### Task instructions
The records below should be written out again, exactly.

▽

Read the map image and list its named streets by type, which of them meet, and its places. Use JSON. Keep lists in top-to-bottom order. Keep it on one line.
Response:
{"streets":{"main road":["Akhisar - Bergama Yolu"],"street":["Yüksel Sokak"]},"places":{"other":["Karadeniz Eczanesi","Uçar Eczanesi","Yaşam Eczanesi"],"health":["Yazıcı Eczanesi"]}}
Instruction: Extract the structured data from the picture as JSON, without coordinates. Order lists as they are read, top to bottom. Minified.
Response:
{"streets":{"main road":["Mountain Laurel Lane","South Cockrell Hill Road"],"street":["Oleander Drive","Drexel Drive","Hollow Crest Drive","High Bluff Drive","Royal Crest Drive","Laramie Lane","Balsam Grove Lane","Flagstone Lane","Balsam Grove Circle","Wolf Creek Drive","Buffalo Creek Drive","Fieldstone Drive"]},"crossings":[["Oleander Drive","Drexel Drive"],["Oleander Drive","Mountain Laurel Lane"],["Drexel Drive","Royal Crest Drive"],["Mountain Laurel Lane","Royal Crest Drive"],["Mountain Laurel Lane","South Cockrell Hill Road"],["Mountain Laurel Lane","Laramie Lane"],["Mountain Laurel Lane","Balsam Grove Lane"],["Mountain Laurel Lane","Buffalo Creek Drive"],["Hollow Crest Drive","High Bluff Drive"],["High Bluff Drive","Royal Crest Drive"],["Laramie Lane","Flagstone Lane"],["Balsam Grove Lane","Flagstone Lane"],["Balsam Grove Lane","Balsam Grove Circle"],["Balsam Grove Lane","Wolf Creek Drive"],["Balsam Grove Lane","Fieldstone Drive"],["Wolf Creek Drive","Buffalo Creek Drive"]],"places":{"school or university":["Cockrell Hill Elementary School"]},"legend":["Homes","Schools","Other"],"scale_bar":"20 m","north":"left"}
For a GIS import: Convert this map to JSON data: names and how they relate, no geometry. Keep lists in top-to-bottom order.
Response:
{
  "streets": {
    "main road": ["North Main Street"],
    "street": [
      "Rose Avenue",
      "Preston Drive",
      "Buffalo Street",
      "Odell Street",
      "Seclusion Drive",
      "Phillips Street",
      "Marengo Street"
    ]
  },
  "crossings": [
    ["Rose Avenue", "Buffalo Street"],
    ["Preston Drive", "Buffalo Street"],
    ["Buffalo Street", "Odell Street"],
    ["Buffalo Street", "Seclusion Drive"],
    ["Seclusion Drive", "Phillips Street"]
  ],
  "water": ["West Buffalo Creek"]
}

△

### Reply
Read the map image and list its named streets by type, which of them meet, and its places. Use JSON. Keep lists in top-to-bottom order. Keep it on one line.
Response:
{"streets":{"main road":["Akhisar - Bergama Yolu"],"street":["Yüksel Sokak"]},"places":{"other":["Karadeniz Eczanesi","Uçar Eczanesi","Yaşam Eczanesi"],"health":["Yazıcı Eczanesi"]}}
Instruction: Extract the structured data from the picture as JSON, without coordinates. Order lists as they are read, top to bottom. Minified.
Response:
{"streets":{"main road":["Mountain Laurel Lane","South Cockrell Hill Road"],"street":["Oleander Drive","Drexel Drive","Hollow Crest Drive","High Bluff Drive","Royal Crest Drive","Laramie Lane","Balsam Grove Lane","Flagstone Lane","Balsam Grove Circle","Wolf Creek Drive","Buffalo Creek Drive","Fieldstone Drive"]},"crossings":[["Oleander Drive","Drexel Drive"],["Oleander Drive","Mountain Laurel Lane"],["Drexel Drive","Royal Crest Drive"],["Mountain Laurel Lane","Royal Crest Drive"],["Mountain Laurel Lane","South Cockrell Hill Road"],["Mountain Laurel Lane","Laramie Lane"],["Mountain Laurel Lane","Balsam Grove Lane"],["Mountain Laurel Lane","Buffalo Creek Drive"],["Hollow Crest Drive","High Bluff Drive"],["High Bluff Drive","Royal Crest Drive"],["Laramie Lane","Flagstone Lane"],["Balsam Grove Lane","Flagstone Lane"],["Balsam Grove Lane","Balsam Grove Circle"],["Balsam Grove Lane","Wolf Creek Drive"],["Balsam Grove Lane","Fieldstone Drive"],["Wolf Creek Drive","Buffalo Creek Drive"]],"places":{"school or university":["Cockrell Hill Elementary School"]},"legend":["Homes","Schools","Other"],"scale_bar":"20 m","north":"left"}
For a GIS import: Convert this map to JSON data: names and how they relate, no geometry. Keep lists in top-to-bottom order.
Response:
{
  "streets": {
    "main road": ["North Main Street"],
    "street": [
      "Rose Avenue",
      "Preston Drive",
      "Buffalo Street",
      "Odell Street",
      "Seclusion Drive",
      "Phillips Street",
      "Marengo Street"
    ]
  },
  "crossings": [
    ["Rose Avenue", "Buffalo Street"],
    ["Preston Drive", "Buffalo Street"],
    ["Buffalo Street", "Odell Street"],
    ["Buffalo Street", "Seclusion Drive"],
    ["Seclusion Drive", "Phillips Street"]
  ],
  "water": ["West Buffalo Creek"]
}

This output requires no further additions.